I like the little I know of Sri Lanka. Colombo seems more spacious and cleaner than other South Asian cities. It’s less crowded, and being near the sea helps. Last Thursday afternoon, I was shocked to travel just two or three miles south of Colombo along the Galle Road to spot evidence of the tsunami’s destruction. Colombo itself shows no signs, in fact I expected none, because it is so far in the lee of Sri Lanka, well in the shadow zone. On previous visits I stayed at a hotel on Galle Road, 400 metres from the beach, the railway line running between the hotel and the sea. A couple of miles further on we began to see shells of houses or piles of rubble just beyond that line. The minibus turned right off Galle Road, bumping closer to the sea between single storey dwellings. Then left onto a dirt track parallel to the shore, leading to the local harbour. On our right, fishermen and their families occupy a strip of land 100 metres across. A few days before the Chinese prime minister was here to inaugurate a project to restore this little harbour and a dozen others like it round the southern coast, so this village had been tidied up–as far as any devastation can be tidied up. It was late afternoon on a public holiday–New Year’s Day in Sri Lanka and southern India–but the men couldn’t work if they wanted to. A small group came over and explained how the waves came in, sweeping away houses, boats, nets, despite a substantial breakwater 800 metres from shore. Two families live in shacks next to the rubble of their homes, protecting their plots even though the government has banned rebuilding within 100 metres of the sea.
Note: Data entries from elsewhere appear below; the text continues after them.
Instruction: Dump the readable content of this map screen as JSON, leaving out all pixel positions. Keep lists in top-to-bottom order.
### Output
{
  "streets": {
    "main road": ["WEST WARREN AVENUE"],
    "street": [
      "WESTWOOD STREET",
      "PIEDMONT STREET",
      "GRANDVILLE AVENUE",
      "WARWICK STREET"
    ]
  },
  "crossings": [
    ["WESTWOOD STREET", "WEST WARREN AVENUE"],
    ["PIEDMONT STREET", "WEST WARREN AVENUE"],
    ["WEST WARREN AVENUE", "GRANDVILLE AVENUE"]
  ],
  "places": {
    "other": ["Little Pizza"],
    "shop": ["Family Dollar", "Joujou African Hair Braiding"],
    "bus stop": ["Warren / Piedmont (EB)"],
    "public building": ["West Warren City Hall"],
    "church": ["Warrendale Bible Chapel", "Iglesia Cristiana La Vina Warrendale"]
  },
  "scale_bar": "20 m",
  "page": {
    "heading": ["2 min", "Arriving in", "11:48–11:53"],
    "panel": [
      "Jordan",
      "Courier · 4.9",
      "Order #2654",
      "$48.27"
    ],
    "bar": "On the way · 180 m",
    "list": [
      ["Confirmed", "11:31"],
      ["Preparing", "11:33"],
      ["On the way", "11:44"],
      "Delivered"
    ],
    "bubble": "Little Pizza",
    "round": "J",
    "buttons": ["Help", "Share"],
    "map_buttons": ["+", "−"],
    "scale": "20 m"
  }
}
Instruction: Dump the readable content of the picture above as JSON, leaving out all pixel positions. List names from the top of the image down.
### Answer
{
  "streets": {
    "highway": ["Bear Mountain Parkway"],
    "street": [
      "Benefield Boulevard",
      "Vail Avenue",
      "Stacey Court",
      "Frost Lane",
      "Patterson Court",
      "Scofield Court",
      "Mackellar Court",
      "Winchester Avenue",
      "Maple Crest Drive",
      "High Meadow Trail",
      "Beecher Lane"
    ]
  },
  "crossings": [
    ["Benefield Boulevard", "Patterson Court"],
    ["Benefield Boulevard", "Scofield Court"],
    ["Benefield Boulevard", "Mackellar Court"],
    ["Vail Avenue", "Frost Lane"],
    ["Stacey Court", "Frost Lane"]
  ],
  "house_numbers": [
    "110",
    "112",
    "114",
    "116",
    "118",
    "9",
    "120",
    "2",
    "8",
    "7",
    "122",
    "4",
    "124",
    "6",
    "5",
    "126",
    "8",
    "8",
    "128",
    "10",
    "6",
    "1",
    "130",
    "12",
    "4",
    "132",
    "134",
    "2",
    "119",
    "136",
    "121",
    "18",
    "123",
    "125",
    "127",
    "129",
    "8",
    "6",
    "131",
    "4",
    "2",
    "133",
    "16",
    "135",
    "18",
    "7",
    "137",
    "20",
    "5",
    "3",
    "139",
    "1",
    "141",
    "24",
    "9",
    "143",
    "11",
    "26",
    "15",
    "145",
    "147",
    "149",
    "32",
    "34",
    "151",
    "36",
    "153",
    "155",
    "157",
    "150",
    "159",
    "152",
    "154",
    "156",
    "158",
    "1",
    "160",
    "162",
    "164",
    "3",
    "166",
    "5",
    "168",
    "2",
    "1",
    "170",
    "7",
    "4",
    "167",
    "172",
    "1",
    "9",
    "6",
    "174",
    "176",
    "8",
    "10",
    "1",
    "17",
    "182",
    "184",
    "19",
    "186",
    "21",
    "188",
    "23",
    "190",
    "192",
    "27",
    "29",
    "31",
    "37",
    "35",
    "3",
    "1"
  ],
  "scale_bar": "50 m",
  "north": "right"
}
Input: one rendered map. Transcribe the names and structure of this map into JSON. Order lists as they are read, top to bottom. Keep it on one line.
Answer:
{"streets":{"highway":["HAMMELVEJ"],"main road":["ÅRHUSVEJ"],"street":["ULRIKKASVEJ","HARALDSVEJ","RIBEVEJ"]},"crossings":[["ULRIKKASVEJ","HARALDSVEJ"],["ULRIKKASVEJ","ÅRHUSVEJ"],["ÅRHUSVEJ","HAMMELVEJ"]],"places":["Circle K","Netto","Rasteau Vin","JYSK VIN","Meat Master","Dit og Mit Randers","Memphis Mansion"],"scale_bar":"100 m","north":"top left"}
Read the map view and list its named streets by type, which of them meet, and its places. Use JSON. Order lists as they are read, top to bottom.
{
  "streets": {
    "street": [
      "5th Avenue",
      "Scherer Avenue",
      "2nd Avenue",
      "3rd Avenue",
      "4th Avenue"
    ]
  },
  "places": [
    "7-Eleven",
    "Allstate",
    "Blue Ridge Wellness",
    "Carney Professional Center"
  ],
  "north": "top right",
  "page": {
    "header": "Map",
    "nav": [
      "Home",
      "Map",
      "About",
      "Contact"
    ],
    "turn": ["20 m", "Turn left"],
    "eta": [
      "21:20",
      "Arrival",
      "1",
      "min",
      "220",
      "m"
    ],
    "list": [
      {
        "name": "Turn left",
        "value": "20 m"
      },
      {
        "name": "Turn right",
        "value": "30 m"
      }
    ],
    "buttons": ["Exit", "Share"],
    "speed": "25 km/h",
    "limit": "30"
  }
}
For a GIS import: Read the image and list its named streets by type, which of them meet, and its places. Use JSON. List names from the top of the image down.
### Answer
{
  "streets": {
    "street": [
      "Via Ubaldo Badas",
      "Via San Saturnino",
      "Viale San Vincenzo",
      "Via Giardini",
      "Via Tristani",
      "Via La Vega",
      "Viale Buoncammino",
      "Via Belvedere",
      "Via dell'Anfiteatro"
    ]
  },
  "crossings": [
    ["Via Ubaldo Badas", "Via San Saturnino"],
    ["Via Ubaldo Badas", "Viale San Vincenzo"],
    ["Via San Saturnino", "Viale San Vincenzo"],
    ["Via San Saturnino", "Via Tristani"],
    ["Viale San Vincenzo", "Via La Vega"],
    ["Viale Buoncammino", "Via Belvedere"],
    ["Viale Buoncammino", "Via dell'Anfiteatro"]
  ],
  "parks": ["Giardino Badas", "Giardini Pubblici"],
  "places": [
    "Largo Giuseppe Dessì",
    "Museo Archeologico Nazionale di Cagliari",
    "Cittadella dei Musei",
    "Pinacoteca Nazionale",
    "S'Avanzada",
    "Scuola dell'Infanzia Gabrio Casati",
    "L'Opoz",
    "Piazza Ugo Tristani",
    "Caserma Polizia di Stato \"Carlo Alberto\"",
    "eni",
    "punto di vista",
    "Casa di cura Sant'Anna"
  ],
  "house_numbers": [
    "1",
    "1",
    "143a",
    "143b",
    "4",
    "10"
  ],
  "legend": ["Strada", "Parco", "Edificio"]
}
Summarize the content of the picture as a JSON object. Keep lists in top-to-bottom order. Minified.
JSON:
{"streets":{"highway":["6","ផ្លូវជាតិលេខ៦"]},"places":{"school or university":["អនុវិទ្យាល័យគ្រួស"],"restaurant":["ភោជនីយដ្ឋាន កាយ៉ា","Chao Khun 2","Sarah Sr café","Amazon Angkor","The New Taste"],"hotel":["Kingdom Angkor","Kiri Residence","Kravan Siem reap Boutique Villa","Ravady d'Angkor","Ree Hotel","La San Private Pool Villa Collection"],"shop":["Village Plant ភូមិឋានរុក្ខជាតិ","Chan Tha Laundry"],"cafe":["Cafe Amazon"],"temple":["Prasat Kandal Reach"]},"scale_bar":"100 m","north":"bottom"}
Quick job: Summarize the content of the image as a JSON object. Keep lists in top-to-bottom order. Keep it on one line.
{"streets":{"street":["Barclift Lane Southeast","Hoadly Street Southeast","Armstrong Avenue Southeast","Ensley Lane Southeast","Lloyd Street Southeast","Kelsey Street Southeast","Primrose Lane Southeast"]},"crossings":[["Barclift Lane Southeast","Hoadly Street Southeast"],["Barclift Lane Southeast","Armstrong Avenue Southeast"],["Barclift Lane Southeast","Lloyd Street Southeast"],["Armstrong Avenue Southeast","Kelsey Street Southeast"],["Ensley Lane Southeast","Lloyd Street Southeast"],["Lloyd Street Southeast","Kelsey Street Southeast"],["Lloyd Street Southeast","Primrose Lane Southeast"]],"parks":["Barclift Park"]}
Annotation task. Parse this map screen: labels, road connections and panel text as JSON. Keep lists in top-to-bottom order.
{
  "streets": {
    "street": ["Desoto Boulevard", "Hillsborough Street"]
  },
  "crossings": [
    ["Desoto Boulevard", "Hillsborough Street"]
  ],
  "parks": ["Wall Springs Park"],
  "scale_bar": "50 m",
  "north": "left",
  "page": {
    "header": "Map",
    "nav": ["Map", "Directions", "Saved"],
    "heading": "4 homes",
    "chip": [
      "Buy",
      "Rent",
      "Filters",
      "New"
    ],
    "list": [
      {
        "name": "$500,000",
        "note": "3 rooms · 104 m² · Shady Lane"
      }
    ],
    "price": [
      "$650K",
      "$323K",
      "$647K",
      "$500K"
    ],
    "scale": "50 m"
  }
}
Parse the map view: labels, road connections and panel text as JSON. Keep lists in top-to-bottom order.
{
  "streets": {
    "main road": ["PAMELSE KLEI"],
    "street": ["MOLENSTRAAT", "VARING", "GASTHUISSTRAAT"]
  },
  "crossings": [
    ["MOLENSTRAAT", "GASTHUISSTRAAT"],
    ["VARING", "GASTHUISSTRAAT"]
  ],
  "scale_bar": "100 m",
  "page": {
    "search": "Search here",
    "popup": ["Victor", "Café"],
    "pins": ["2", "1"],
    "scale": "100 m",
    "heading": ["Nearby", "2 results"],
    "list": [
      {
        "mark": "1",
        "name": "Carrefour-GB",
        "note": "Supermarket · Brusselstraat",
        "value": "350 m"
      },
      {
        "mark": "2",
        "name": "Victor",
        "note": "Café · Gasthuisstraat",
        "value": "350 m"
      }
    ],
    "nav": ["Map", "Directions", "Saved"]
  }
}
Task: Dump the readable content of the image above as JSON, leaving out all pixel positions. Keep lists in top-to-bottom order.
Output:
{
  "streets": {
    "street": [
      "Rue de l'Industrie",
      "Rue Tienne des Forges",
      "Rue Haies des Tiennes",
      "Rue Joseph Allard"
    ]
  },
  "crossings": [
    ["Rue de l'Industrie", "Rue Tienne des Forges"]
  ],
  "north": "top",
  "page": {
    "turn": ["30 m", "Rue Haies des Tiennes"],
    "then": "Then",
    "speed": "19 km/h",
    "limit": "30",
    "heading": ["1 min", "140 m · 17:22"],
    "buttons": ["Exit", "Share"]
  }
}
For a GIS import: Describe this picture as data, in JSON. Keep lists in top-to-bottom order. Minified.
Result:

That takes in all the land these and neighbouring families live on. “We have filled in the forms to get money for nets and boats,” says one man, “but we have had no money at all.” Only two children give full smiles as they stand with their mother for a photograph; the adults and older children have an air of sombre resignation–forms but no money. Further down the coast it’s worse, we know. One train carried hundreds down this line to be drowned. Today, deep grey clouds hover above an inland storm; the blackest of crows squabble in the coconut trees; the sea sparkles. On the way to this sad place, we saw a motor scooter and autorickshaw collide; on our way back, an errant pick-up truck brought mayhem to traffic returning to the city. Normal service has been resumed.